Is there a limit on the amount of data the k-means node can handle

Hi,

I want to use the k-means node to make a cluster analysis on large amounts of data (millions of rows and maximum 20 columns).

I’m wondering if anyone knows whether there is a limit on how much data the k-means node can handle?

Also what would you recommend in relation to hardware (RAM, CPU, SSD etc.).?

Hi,
I haven’t heard about a limit but you can just play with your dataset. Just use the “row sampler” node and test.

1 Like

Hi @zrd301 ,

I understand that the limit is based from your resources (cpu, ram…).

Normally, I saw that the amount of ram memory should be about 2gb or more if possible, but not more than 50% that you have. It sounds like 25% at all.

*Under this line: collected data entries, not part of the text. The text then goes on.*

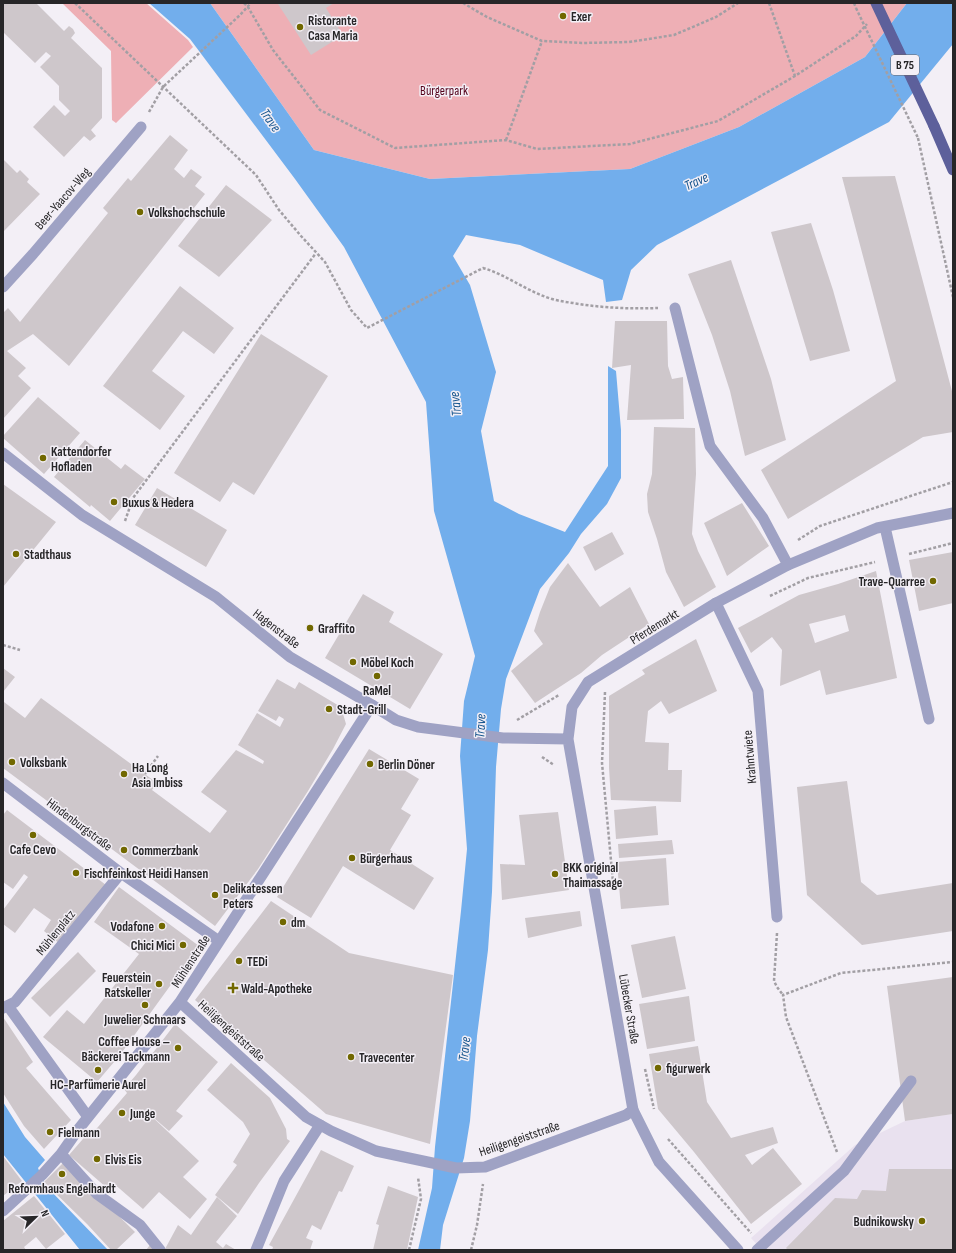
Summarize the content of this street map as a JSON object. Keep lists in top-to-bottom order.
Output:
{
  "streets": {
    "main road": ["B 75"],
    "street": [
      "Beer-Yaacov-Weg",
      "Pferdemarkt",
      "Hagenstraße",
      "Krahntwiete",
      "Hindenburgstraße",
      "Mühlenplatz",
      "Mühlenstraße",
      "Lübecker Straße",
      "Heiligengeiststraße"
    ]
  },
  "crossings": [
    ["Pferdemarkt", "Hagenstraße"],
    ["Pferdemarkt", "Krahntwiete"],
    ["Pferdemarkt", "Lübecker Straße"],
    ["Hagenstraße", "Mühlenstraße"],
    ["Hagenstraße", "Lübecker Straße"],
    ["Hindenburgstraße", "Mühlenplatz"],
    ["Hindenburgstraße", "Mühlenstraße"],
    ["Mühlenplatz", "Mühlenstraße"],
    ["Mühlenstraße", "Heiligengeiststraße"],
    ["Lübecker Straße", "Heiligengeiststraße"]
  ],
  "water": ["Trave"],
  "parks": ["Bürgerpark"],
  "places": {
    "other": [
      "Exer",
      "Ristorante Casa Maria",
      "Volkshochschule",
      "Kattendorfer Hofladen",
      "Buxus & Hedera",
      "Stadthaus",
      "Trave-Quarree",
      "Graffito",
      "Möbel Koch",
      "RaMel",
      "Stadt-Grill",
      "Volksbank",
      "Berlin Döner",
      "Ha Long Asia Imbiss",
      "Cafe Cevo",
      "Commerzbank",
      "Bürgerhaus",
      "Fischfeinkost Heidi Hansen",
      "BKK original Thaimassage",
      "Delikatessen Peters",
      "dm",
      "Vodafone",
      "Chici Mici",
      "TEDi",
      "Feuerstein Ratskeller",
      "Juwelier Schnaars",
      "Coffee House – Bäckerei Tackmann",
      "Travecenter",
      "figurwerk",
      "HC-Parfümerie Aurel",
      "Junge",
      "Fielmann",
      "Elvis Eis",
      "Reformhaus Engelhardt",
      "Budnikowsky"
    ],
    "health": ["Wald-Apotheke"]
  },
  "north": "top right"
}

For cpu, depends of the number of nucleus that you have. A CPU with 12 nucleus can use it at all but look with memory head hoop from knime if it consumes more that you can expect and set memory and brands as you can, not more that it… If it is a dedicated server/pc, pay attention with it to not break the system and performance. Sometimes you can set from the node to use memory cache OR diskspace (temporary files). With big files and process, I normally change memory by disk cache/temp to make the hard work and not make issues and bad results.

Could me make it clear? I hope so… Anything else, reply here ok?

Thanks, Denis

This topic was automatically closed 90 days after the last reply. New replies are no longer allowed.